(Collected data entries)
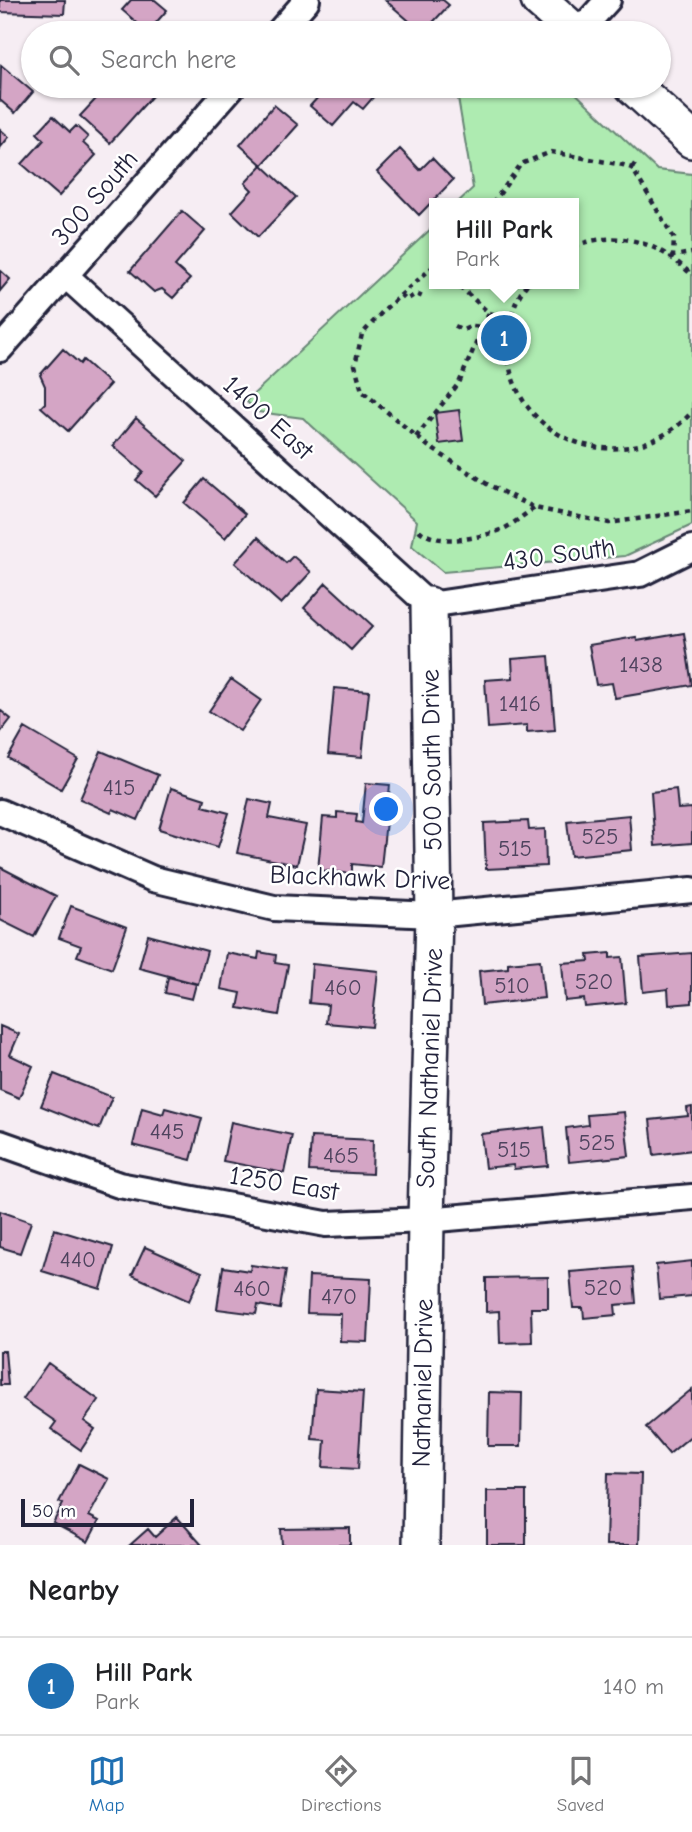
<!DOCTYPE html>
<html lang="en">
<head>
<meta charset="utf-8">
<style>
	body { margin:0; font-family:"Comic Neue",sans-serif; background:#f2f2f2; color:#202124 }
	.scale { position:absolute; left:21px; bottom:18px; width:173px; box-sizing:border-box; padding-left:7px; border:4px solid #22223b; border-top:0; font-size:19px; line-height:24px; white-space:nowrap; color:#22223b; -webkit-text-stroke:5px #fff; paint-order:stroke }
	.you { position:absolute; left:387px; top:810px; width:24px; height:24px; margin:-18px; border:5px solid #fff; border-radius:50%; background:#1a73e8; box-shadow:0 0 0 10px #1a73e833 }
	.badge { display:grid; place-items:center; width:46px; height:46px; border-radius:50%; background:#1f6fb2; color:#fff; font-size:23px; font-weight:700 }
	.pin { position:absolute; translate:-50% -50%; border:4px solid #fff; box-shadow:0 2px 7px #0006 }
	.popup { position:absolute; left:429px; top:198px; width:150px; height:91px; box-sizing:border-box; display:grid; place-content:center; border-radius:0px; background:#fff; filter:drop-shadow(0 2px 5px #0005); font-size:23px; white-space:nowrap; color:#757577 }
	.popup b { font-size:26px; color:#202124 }
	.popup::after { content:''; position:absolute; left:50%; top:100%; margin-left:-14px; border:14px solid transparent; border-top-color:#fff }
	.list { margin:0; padding:0; list-style:none }
	h2 { display:flex; justify-content:space-between; align-items:center; height:91px; margin:0; padding:0 28px; font-size:30px }
	h2 small { font-size:23px; font-weight:400; color:#757577 }
	.list li { display:grid; grid-template-columns:46px 1fr auto; gap:21px; align-items:center; box-sizing:border-box; height:98px; padding:0 28px; border-top:2px solid #e0e0e0 }
	.list b { display:block; font-size:26px; white-space:nowrap }
	.list p { margin:0; font-size:23px; white-space:nowrap; color:#757577 }
	.list em { font-size:23px; font-style:normal; color:#757577 }
	.icon { flex:none; width:38px; height:38px; fill:none; stroke:currentColor; stroke-width:2; stroke-linecap:round; stroke-linejoin:round }
	.map { position:relative; flex:none; width:692px; height:1545px; overflow:hidden }
	.search { position:absolute; background:#fff; box-shadow:0 2px 5px #0004; left:21px; right:21px; top:21px; height:77px; display:flex; align-items:center; gap:18px; box-sizing:border-box; padding:0 24px; border-radius:38px; color:#757577; font-size:26px }
	.sheet { height:189px; background:#fff }
	nav { display:flex; justify-content:space-around; align-items:center; box-sizing:border-box; height:98px; border-top:2px solid #e0e0e0; background:#fff; font-size:19px; color:#757577 }
	nav a { display:grid; justify-items:center; gap:4px }
	nav .on { color:#1f6fb2 }
	.map>svg:first-child { display:block }
</style>
</head>
<body>
<div class="map">
<svg width="692" height="1545" viewBox="0 0 692 1545">
	<rect width="100%" height="100%" fill="#f6edf3"/>
	<filter id="ink" filterUnits="userSpaceOnUse"><feTurbulence type="fractalNoise" baseFrequency=".0143" numOctaves="2"/><feDisplacementMap in="SourceGraphic" scale="14" xChannelSelector="R" yChannelSelector="G"/><feConvolveMatrix kernelMatrix="1 2 1 2 8 2 1 2 1" color-interpolation-filters="sRGB"/></filter>
	<g filter="url(#ink)">
		<path fill="#aeebb1" stroke="#688676" stroke-width="2" d="M456 86H568L657 170 692 174V525L625 556 443 572 412 546 417 521 303 418 258 412 246 401 434 226V284H574V203H457L473 188Z"/>
		<path fill="#d4a5c5" stroke="#22223b" stroke-width="2" d="M0 0H65L64 14 0 12Z
			M131 0H155L167 10 148 32 122 10Z
			M385 0H443L449 5 423 33Z
			M1 65 33 92 15 113 0 100Z
			M108 86H148L145 90 152 96 110 143 80 116Z
			M313 86H380L382 87 363 109 354 102 333 126 310 106 320 95 312 88Z
			M274 105 298 125 262 165 240 145Z
			M53 116 70 132 76 126 88 137 83 143 96 155 59 196 22 164 44 140 37 133Z
			M0 129 9 137 0 148Z
			M400 149 420 170 432 158 453 180 419 215 377 172Z
			M262 165 296 197 258 237 232 212 252 190 245 183Z
			M182 211 205 231 175 266 190 279 173 298 162 289 154 292 130 271Z
			M0 270 10 279 0 291Z
			M63 349 80 364 83 360 110 384 68 431 41 407 45 403V386L40 375Z
			M459 410 463 441 439 444 435 413Z
			M136 418 186 461 155 496 136 480 143 472 113 446Z
			M204 479 245 514 225 538 184 503Z
			M258 537 286 563 293 556 311 572 281 604 235 563Z
			M326 583 373 626 351 650 304 608Z
			M684 633 692 685 615 698 612 683 596 685 589 645 636 637 637 641Z
			M549 656 555 730 527 732V725L488 728 485 680 513 678 512 659Z
			M231 679 261 700 240 731 209 711Z
			M334 688 369 691 362 757 328 754Z
			M0 710 11 719 0 733Z
			M25 728 78 759 61 789 8 758Z
			M101 751 158 775 138 820 113 809 111 813 80 799Z
			M366 783 390 785 381 867 352 864V874L318 870 323 817 337 818V812L357 814 356 822 362 823Z
			M171 788 205 799 203 806 229 813 218 847 159 829Z
			M676 789 678 809 692 808V843L655 846 651 792Z
			M249 799 272 804 269 818 306 825 297 865 237 853Z
			M629 815 632 850 571 856 567 821Z
			M528 821 529 830 545 829 546 866 486 869 484 823Z
			M0 867 56 896 34 937 0 920Z
			M71 906 127 927 112 969 77 956 81 946 59 938Z
			M148 935 207 951 198 984 139 968Z
			M259 952 276 955 275 963 288 965 279 1015 238 1008 241 993 221 989 227 953 258 959Z
			M610 953V958L622 957 626 1003 585 1007 584 999 565 1001 562 963 589 961 588 955Z
			M692 953V1003L669 1005 668 989 643 992 640 957Z
			M540 960 544 998 482 1005 479 971 508 968V963Z
			M312 964 378 971 372 1027 326 1023 328 1005 309 1003Z
			M168 977 196 984 192 999 165 993Z
			M0 1026 19 1034 10 1055 33 1066 19 1098 0 1090Z
			M54 1074 112 1097 99 1129 41 1106Z
			M692 1107V1150L654 1155 650 1120 688 1116 687 1108Z
			M142 1108 163 1114 165 1108 202 1118 191 1160 133 1145Z
			M624 1112 629 1156 569 1162 566 1128 588 1125 587 1115Z
			M231 1122 292 1135 284 1173 223 1161Z
			M544 1127 548 1166 514 1169 513 1165 485 1168 481 1134Z
			M311 1137 373 1140 372 1174 309 1171Z
			M0 1211 31 1222 20 1253 0 1247Z
			M54 1229 113 1247 101 1289 42 1271Z
			M145 1247 202 1272 189 1301 132 1275Z
			M692 1261V1296L659 1299 656 1265Z
			M251 1265 286 1270 280 1309 258 1305 256 1314 217 1309 223 1267 250 1271Z
			M633 1267 636 1303 615 1305 616 1315 584 1318 583 1308H573L570 1272Z
			M309 1276 371 1279 368 1342 340 1341 341 1314 307 1313Z
			M548 1277V1308H531L532 1342 500 1343 499 1311 486 1312V1278Z
			M0 1351H5L8 1385H0Z
			M48 1363 99 1400 84 1421 95 1429 81 1450 51 1429 56 1422 23 1399Z
			M316 1389 363 1392 358 1469 323 1467 325 1440 312 1439Z
			M692 1389V1435L669 1454 646 1427Z
			M489 1392 522 1393 521 1446H488Z
			M79 1464 109 1479 89 1516 99 1521 88 1542 53 1523 63 1504 59 1502Z
			M608 1473 641 1474 639 1545H606Z
			M487 1491H526V1545H487Z
			M177 1517 202 1545H130L148 1529 155 1537Z
			M350 1528V1545H282L281 1529Z"/>
		<g fill="none" stroke-linecap="round" stroke-linejoin="round">
			<defs>
				<path id="street" d="M278 33 307 0
					M578 33 608 0
					M66 276 429 605 640 574 692 548
					M0 349 233 86
					M0 812 153 879 274 908 434 915 692 890
					M0 1143 119 1185 326 1224 426 1220 692 1197"/>
				<path id="secondary" d="M539 0 576 33
					M633 86 692 140
					M421 1545 426 1220 434 915 429 605"/>
			</defs>
			<use href="#street" stroke="#22223b" stroke-width="30"/>
			<use href="#secondary" stroke="#22223b" stroke-width="40"/>
			<path stroke="#22223b" stroke-width="4.5" stroke-dasharray="5 5" stroke-linecap="butt" d="M632 168 637 161
				M493 203 521 164 551 152 623 165 632 168 674 238 673 256 692 253
				M574 246C620 229 658 242 692 275
				M434 266 386 308 362 334 355 365 362 391 428 446 487 484 535 508 609 523 692 511
				M527 284C516 298 510 315 508 333 498 437 623 488 692 412
				M401 295 406 300 416 294 425 298
				M489 313 510 318
				M455 326 463 330 472 326 483 327
				M416 437 459 383 489 313 457 284
				M419 530C437 547 481 538 503 529 514 524 524 514 535 508"/>
			<use href="#street" stroke="#fff" stroke-width="24"/>
			<use href="#secondary" stroke="#fff" stroke-width="35"/>
		</g>
	</g>
	<g text-anchor="middle" dominant-baseline="central" stroke-width="5" stroke-linejoin="round" paint-order="stroke">
		<g font-size="23" fill="#4e435e">
			<text x="641" y="664">1438</text>
			<text x="520" y="703">1416</text>
			<text x="119" y="787">415</text>
			<text x="600" y="836">525</text>
			<text x="515" y="848">515</text>
			<text x="594" y="981">520</text>
			<text x="512" y="985">510</text>
			<text x="343" y="987">460</text>
			<text x="167" y="1131">445</text>
			<text x="597" y="1142">525</text>
			<text x="514" y="1149">515</text>
			<text x="341" y="1155">465</text>
			<text x="78" y="1259">440</text>
			<text x="603" y="1287">520</text>
			<text x="252" y="1288">460</text>
			<text x="339" y="1296">470</text>
		</g>
		<g font-size="26" fill="#22223b" stroke="#fff">
			<text transform="translate(95 198) rotate(-49)">300 South</text>
			<text transform="translate(268 418) rotate(42)">1400 East</text>
			<text transform="translate(559 555) rotate(-8)">430 South</text>
			<text transform="translate(432 760) rotate(-91)">500 South Drive</text>
			<text transform="translate(360 878) rotate(2)">Blackhawk Drive</text>
			<text transform="translate(430 1068) rotate(-88)">South Nathaniel Drive</text>
			<text transform="translate(284 1184) rotate(9)">1250 East</text>
			<text transform="translate(423 1383) rotate(-89)">Nathaniel Drive</text>
		</g>
	</g>
</svg>
<div class="scale">50 m</div>
<div class="you"></div>
<div class="pin badge" style="left:504px;top:338px">1</div>
<div class="popup"><b>Hill Park</b>Park</div>
<div class="search"><svg class="icon" aria-label="search" viewBox="0 0 24 24"><circle cx="10" cy="10" r="6"/><path d="M15 15l6 6"/></svg>Search here</div>
</div>
<section class="sheet">
<h2>Nearby<small></small></h2>
<ul class="list">
<li><span class="badge">1</span><div><b>Hill Park</b><p>Park</p></div><em>140 m</em></li>
</ul>
</section>
<nav>
<a class="on"><svg class="icon" aria-label="map" viewBox="0 0 24 24"><path d="M3 6l6-2 6 2 6-2v14l-6 2-6-2-6 2zM9 4v14M15 6v14"/></svg>Map</a>
<a><svg class="icon" aria-label="directions" viewBox="0 0 24 24"><path d="M12 3l9 9-9 9-9-9zM9 14v-3h6M13 9l2 2-2 2"/></svg>Directions</a>
<a><svg class="icon" aria-label="saved" viewBox="0 0 24 24"><path d="M7 4h10v16l-5-4-5 4z"/></svg>Saved</a>
</nav>
</body>
</html>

== Task prompt ==
Show the lines above that include "block".

== The completed task ==
	.list b { display:block; font-size:26px; white-space:nowrap }
	.map>svg:first-child { display:block }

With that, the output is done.